Rezensionen

Chris Whitaker – Von hier bis zum Anfang

Hörbuch erschienen bei Osterwold audio (Hörbuch Hamburg)
ungekürzt, gelesen von Richard Barenberg

In Cape Haven, einer Kleinstadt in Kalifornien, ist die dreizehnjährige Duchess darum bemüht ihre Familie zusammenzuhalten. Sie ist nicht nur Elternersatz für ihren kleinen Bruder, sondern kümmert sich auch um ihre Mutter Star, die mit Depressionen kämpft. Vor 30 Jahren starb die kleine Schwester von Star. Als nun Vincent King, der Mann, der für ihren Tod verantwortlich war, aus der Haft entlassen wird, überstürzen sich die Ereignisse.

Da „Von hier bis zum Anfang“ häufig mit „Der Gesang der Flusskrebse“ verglichen wird, das mich ziemlich enttäuscht hat, wollte ich den Roman von Chris Whitaker zunächst nicht lesen. Ich bin sehr froh, dass ich nun doch zu dem Hörbuch gegriffen habe, da mir die Geschichte sehr gut gefallen hat.

Schon zu Beginn lässt sich erahnen, dass es sich hier nicht um ein Wohlfühlbuch handeln wird. Duchess und ihr Bruder wachsen in tristen, nahezu hoffnungslosen Verhältnissen auf. Zwar kümmert sich Chief Walk, einst bester Freund von Star und Vincent, um die Kinder, soweit es ihm möglich ist, aber auch er kann nicht verhindern, dass sich die Ereignisse zuspitzen und schließlich in einer Tragödie gipfeln. Um nicht zu spoilern, werde ich diese Tragödie nicht genauer beschreiben, nur soviel: Es geschieht ein Verbrechen und im weiteren Verlauf der Handlung geht es nicht nur darum, wie die Hauptfiguren damit umgehen, sondern auch um die Aufklärung desselben. Es handelt sich bei dem Roman also um eine Mischung aus Drama und Krimi, wobei die Figuren und ihre Schicksale klar im Mittelpunkt stehen.

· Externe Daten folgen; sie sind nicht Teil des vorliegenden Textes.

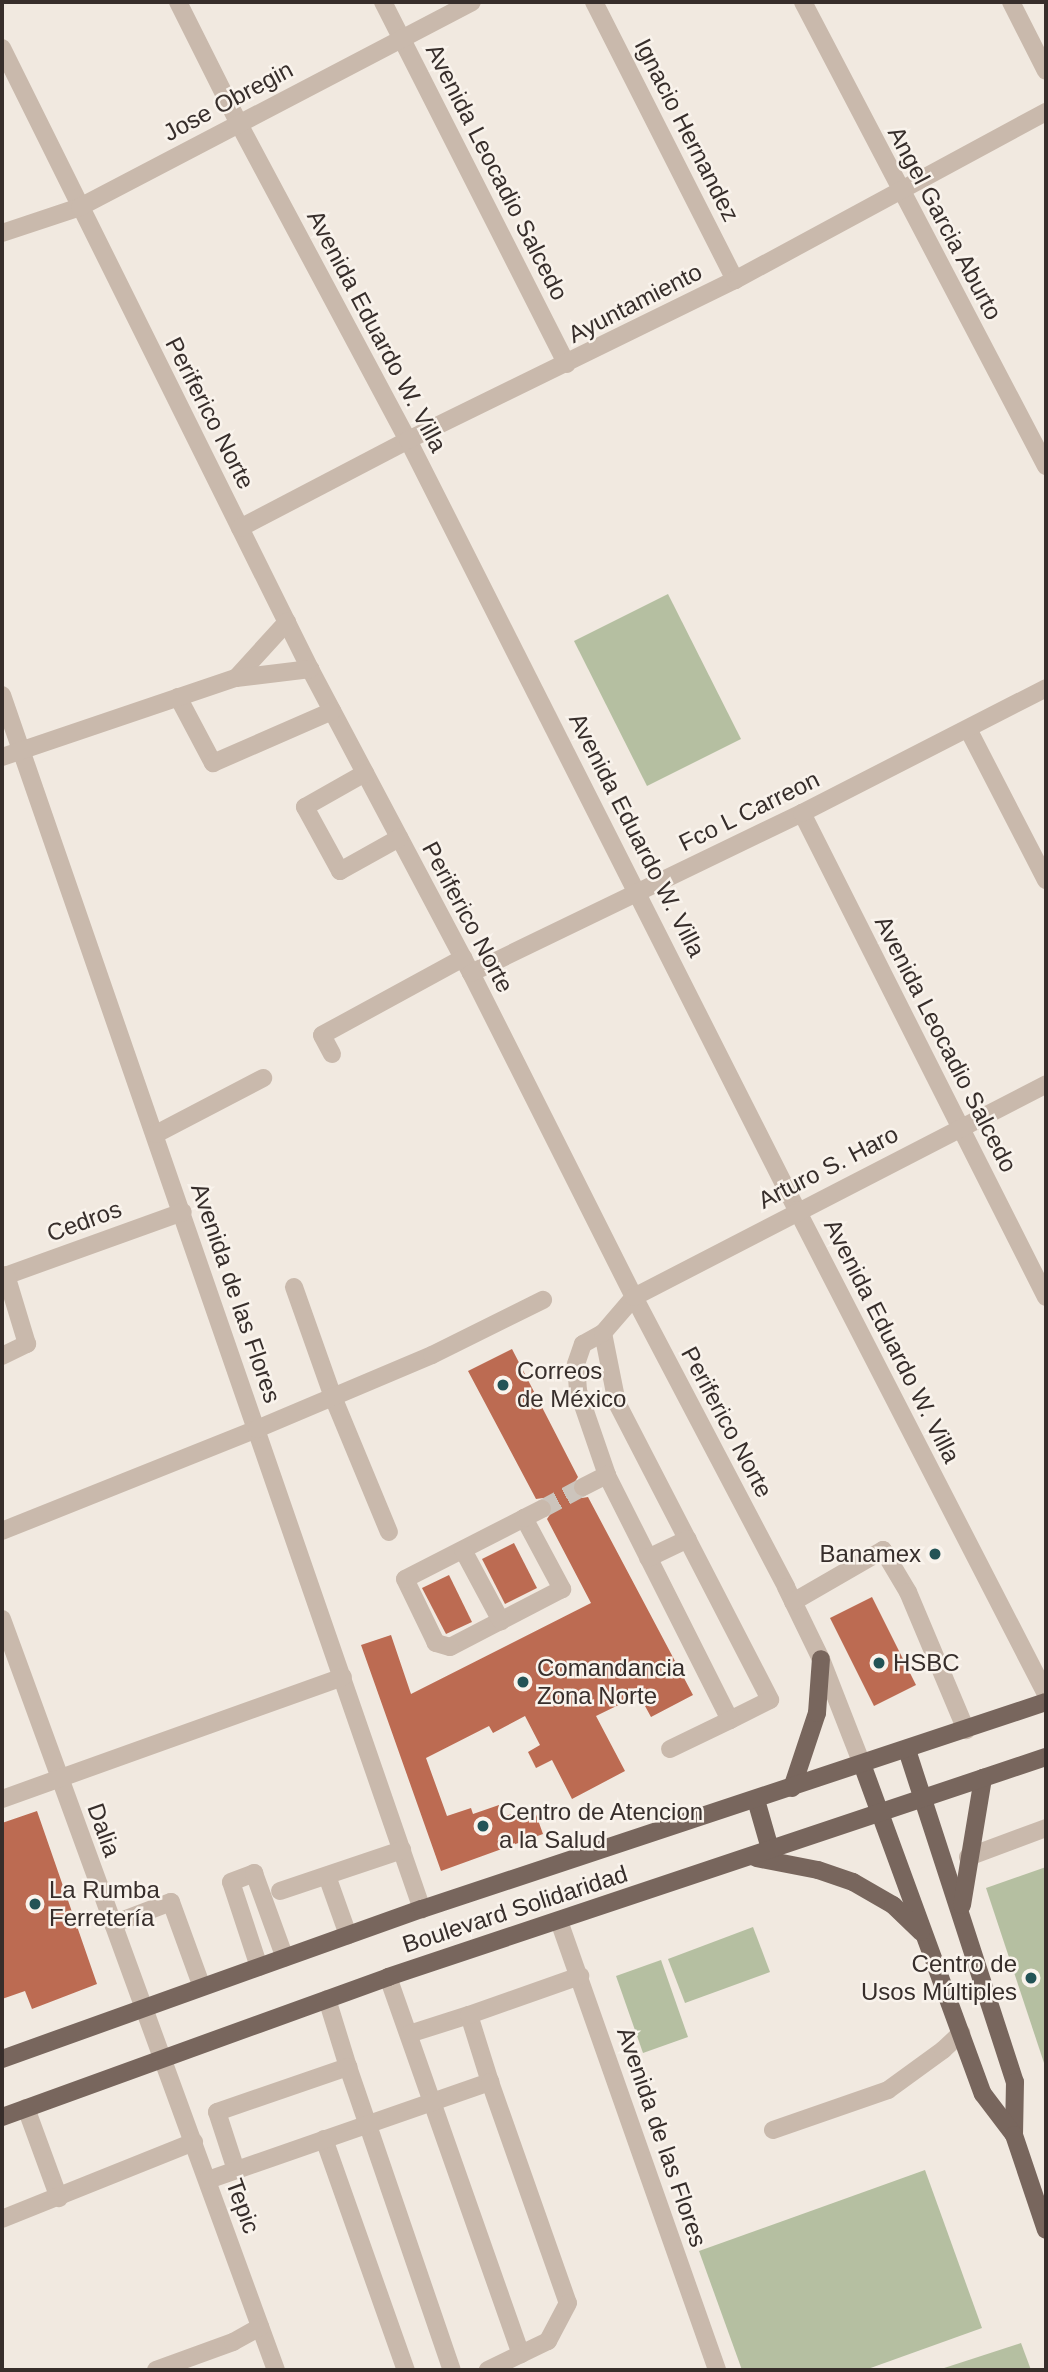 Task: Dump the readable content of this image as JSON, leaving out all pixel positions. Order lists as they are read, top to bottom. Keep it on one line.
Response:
{"streets":{"main road":["Periferico Norte","Boulevard Solidaridad"],"street":["Jose Obregin","Ignacio Hernandez","Avenida Leocadio Salcedo","Angel Garcia Aburto","Ayuntamiento","Avenida Eduardo W. Villa","Fco L Carreon","Arturo S. Haro","Cedros","Avenida de las Flores","Dalia","Tepic"]},"crossings":[["Jose Obregin","Avenida Leocadio Salcedo"],["Jose Obregin","Avenida Eduardo W. Villa"],["Jose Obregin","Periferico Norte"],["Ignacio Hernandez","Ayuntamiento"],["Avenida Leocadio Salcedo","Ayuntamiento"],["Avenida Leocadio Salcedo","Fco L Carreon"],["Avenida Leocadio Salcedo","Arturo S. Haro"],["Angel Garcia Aburto","Ayuntamiento"],["Ayuntamiento","Avenida Eduardo W. Villa"],["Ayuntamiento","Periferico Norte"],["Avenida Eduardo W. Villa","Fco L Carreon"],["Avenida Eduardo W. Villa","Arturo S. Haro"],["Periferico Norte","Fco L Carreon"],["Periferico Norte","Arturo S. Haro"],["Periferico Norte","Boulevard Solidaridad"],["Cedros","Avenida de las Flores"],["Avenida de las Flores","Boulevard Solidaridad"],["Dalia","Boulevard Solidaridad"],["Dalia","Tepic"],["Boulevard Solidaridad","Tepic"]],"places":["Correos de México","Banamex","HSBC","Comandancia Zona Norte","Centro de Atencion a la Salud","La Rumba Ferretería","Centro de Usos Múltiples"]} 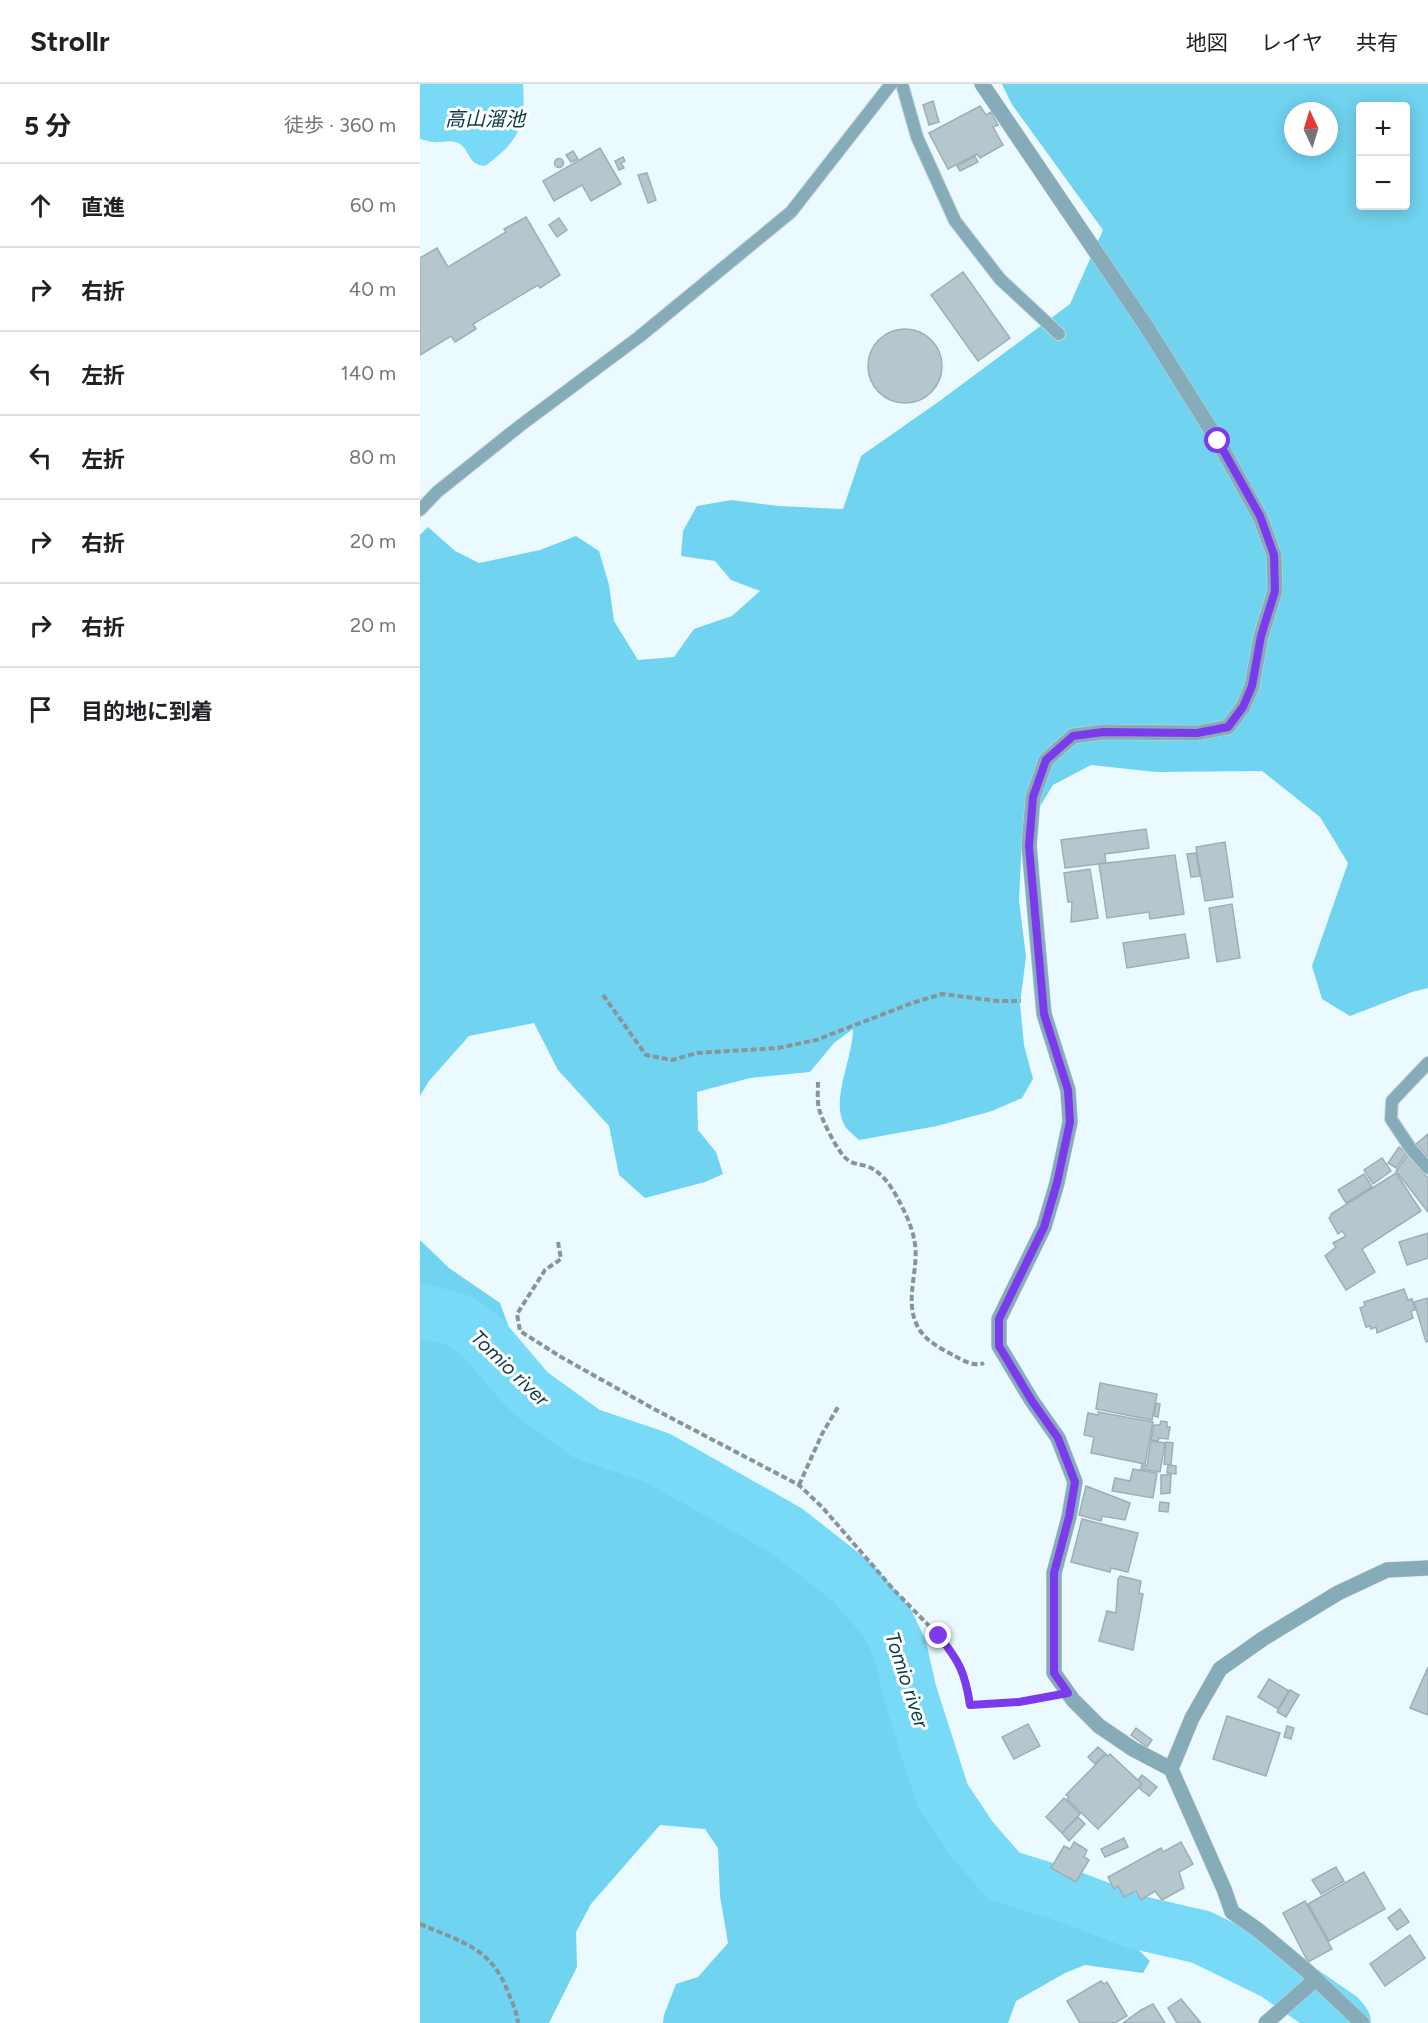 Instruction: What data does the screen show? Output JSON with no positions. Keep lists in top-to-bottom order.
{
  "water": ["高山溜池", "Tomio river"],
  "north": "top",
  "page": {
    "header": "Strollr",
    "nav": ["地図", "レイヤ", "共有"],
    "heading": ["5 分", "徒歩 · 360 m"],
    "map_buttons": ["+", "−"],
    "list": [
      ["直進", "60 m"],
      ["右折", "40 m"],
      ["左折", "140 m"],
      ["左折", "80 m"],
      ["右折", "20 m"],
      ["右折", "20 m"],
      "目的地に到着"
    ]
  }
} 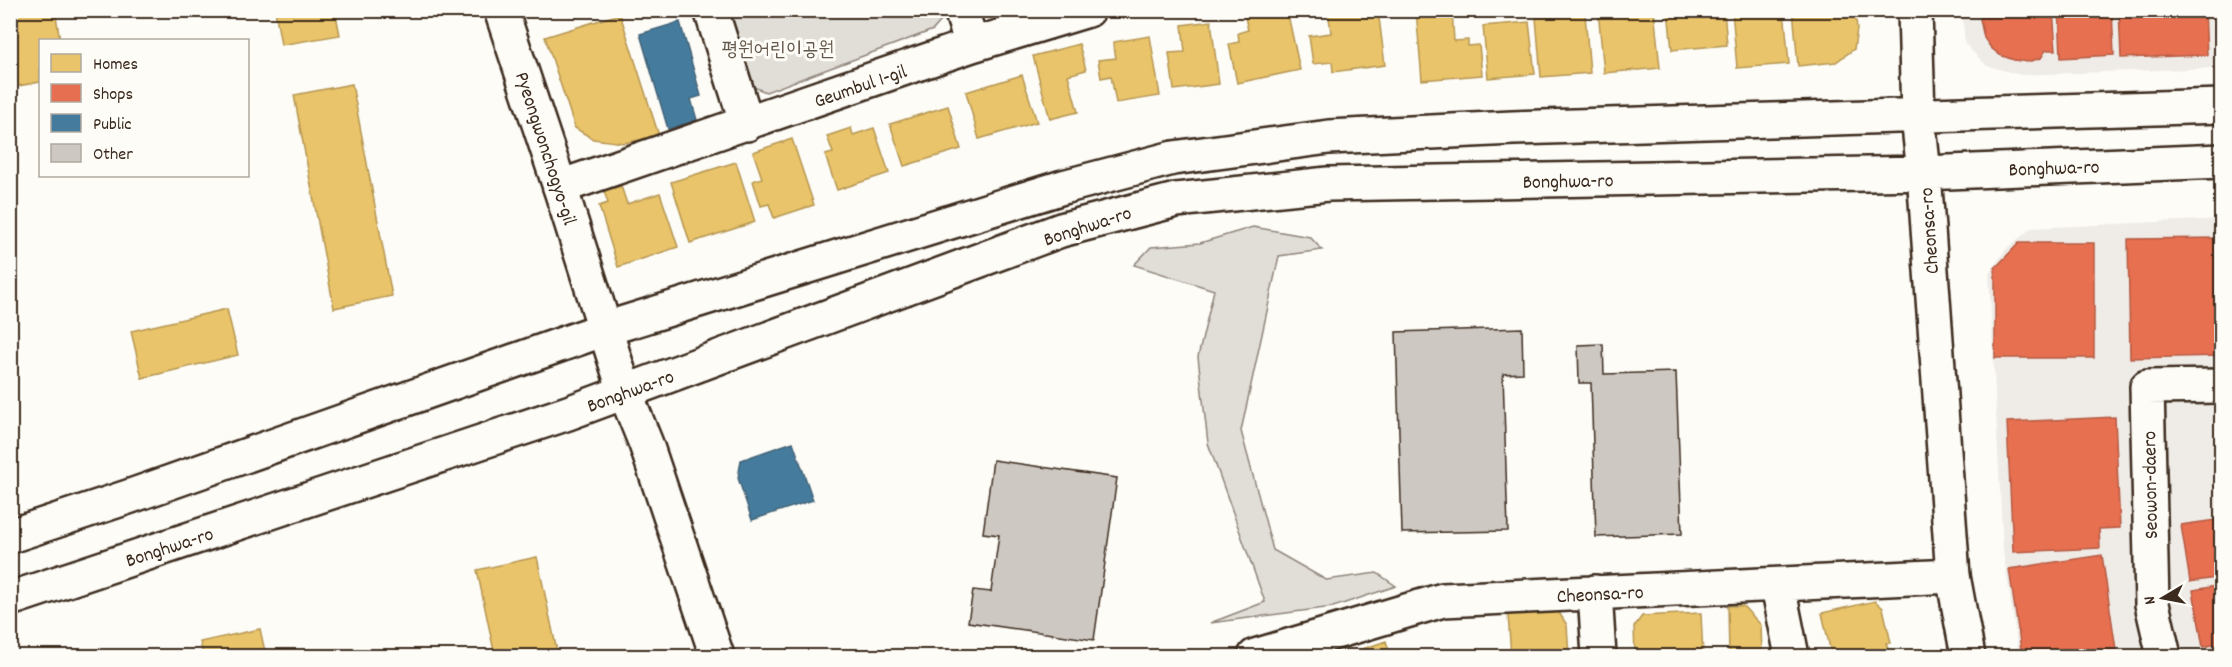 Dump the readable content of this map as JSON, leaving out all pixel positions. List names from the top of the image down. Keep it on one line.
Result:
{"streets":{"street":["Geumbul 1-gil","Pyeongwonchogyo-gil","Bonghwa-ro","Cheonsa-ro","Seowon-daero"]},"crossings":[["Geumbul 1-gil","Pyeongwonchogyo-gil"],["Pyeongwonchogyo-gil","Bonghwa-ro"],["Bonghwa-ro","Cheonsa-ro"]],"parks":["평원어린이공원"],"legend":["Homes","Shops","Public","Other"],"north":"left"}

Die Stimmung in dem Buch ist großteils sehr bedrückend und ich habe im Verlauf der Handlung mehrere Male nahezu getrauert – um Figuren, um vertane Chancen, um zerstörte Existenzen. Es kommt immer wieder zu falschen Entscheidungen, die fatale Auswirkungen haben. Vor allem Duchess neigt dazu mit ihren Handlungen ihre Situation nur noch zu verschlimmern. Sie stößt selbst Menschen, die es gut mit ihr meinen, von sich und trägt eine Wut in sich, die ihr oft selbst im Weg steht. Das hat mich einerseits beim Lesen aufgerieben – ich hätte mir immer wieder gewünscht, dass Duchess anders handelt. Andererseits fand ich es sehr realistisch und gut nachvollziehbar, dass eine Dreizehnjährige, die so oft enttäuscht wurde und viel zu viel Verantwortung auf ihren Schultern trägt, sich so verhält.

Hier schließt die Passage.